PROBLEM TO WORK ON: A precise copy of the data is required, with every picture left out.

GIVEN ENTRIES:
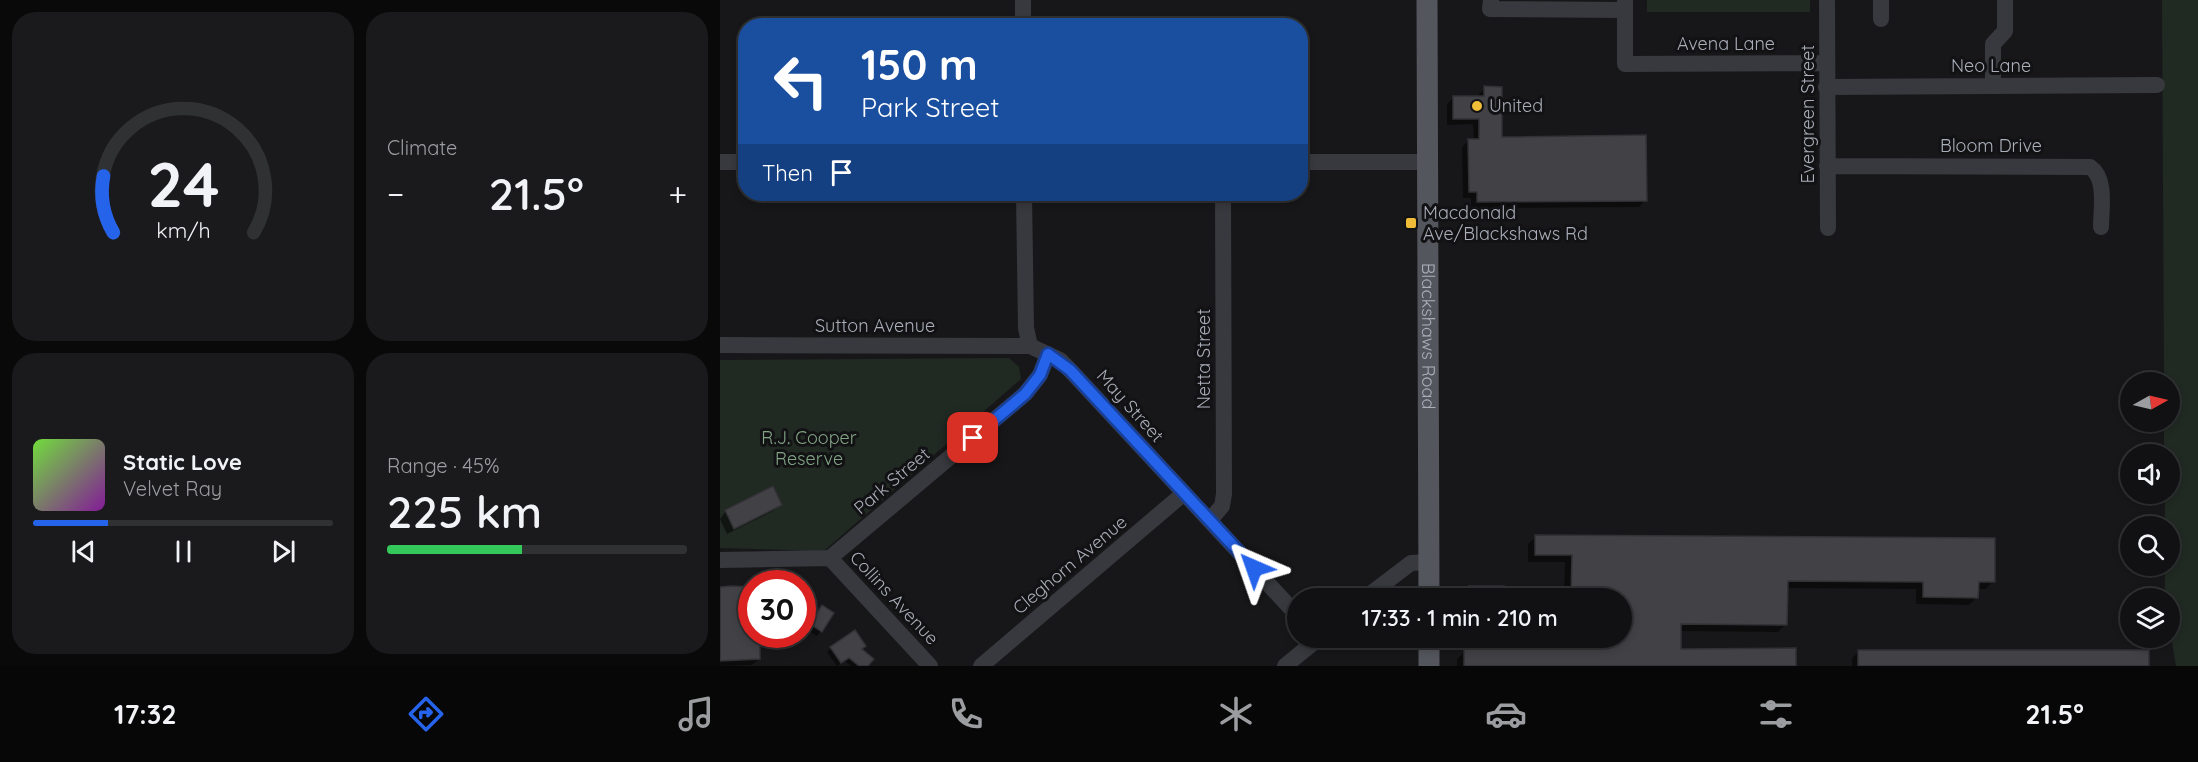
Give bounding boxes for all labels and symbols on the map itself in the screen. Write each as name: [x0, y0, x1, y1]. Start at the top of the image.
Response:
street label: Avena Lane: [1677, 32, 1775, 55]
street label: Evergreen Street: [1796, 45, 1819, 183]
street label: Neo Lane: [1951, 54, 2031, 77]
place label: United: [1489, 94, 1543, 117]
marker: United: [1470, 99, 1484, 113]
street label: Bloom Drive: [1940, 134, 2042, 157]
place label: Macdonald Ave/Blackshaws Rd: [1423, 201, 1588, 245]
marker: Macdonald Ave/Blackshaws Rd: [1404, 216, 1418, 230]
street label: Blackshaws Road: [1417, 263, 1440, 409]
street label: Netta Street: [1192, 309, 1215, 409]
street label: Sutton Avenue: [815, 314, 935, 337]
street label: May Street: [1092, 364, 1169, 447]
north arrow: [2120, 372, 2180, 432]
pin: [947, 412, 998, 463]
park label: R.J. Cooper Reserve: [761, 426, 857, 470]
street label: Park Street: [849, 442, 934, 519]
street label: Cleghorn Avenue: [1008, 510, 1131, 619]
position arrow: [1222, 536, 1286, 600]
street label: Collins Avenue: [845, 546, 944, 649]
speed limit sign: 30: [738, 570, 816, 648]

WRITTEN ANSWER:
Give bounding boxes for all labels and symbols on the map itself in the screen. Write each as name: [x0, y0, x1, y1]. Start at the top of the image.
Response:
street label: Avena Lane: [1677, 32, 1775, 55]
street label: Evergreen Street: [1796, 45, 1819, 183]
street label: Neo Lane: [1951, 54, 2031, 77]
place label: United: [1489, 94, 1543, 117]
marker: United: [1470, 99, 1484, 113]
street label: Bloom Drive: [1940, 134, 2042, 157]
place label: Macdonald Ave/Blackshaws Rd: [1423, 201, 1588, 245]
marker: Macdonald Ave/Blackshaws Rd: [1404, 216, 1418, 230]
street label: Blackshaws Road: [1417, 263, 1440, 409]
street label: Netta Street: [1192, 309, 1215, 409]
street label: Sutton Avenue: [815, 314, 935, 337]
street label: May Street: [1092, 364, 1169, 447]
north arrow: [2120, 372, 2180, 432]
pin: [947, 412, 998, 463]
park label: R.J. Cooper Reserve: [761, 426, 857, 470]
street label: Park Street: [849, 442, 934, 519]
street label: Cleghorn Avenue: [1008, 510, 1131, 619]
position arrow: [1222, 536, 1286, 600]
street label: Collins Avenue: [845, 546, 944, 649]
speed limit sign: 30: [738, 570, 816, 648]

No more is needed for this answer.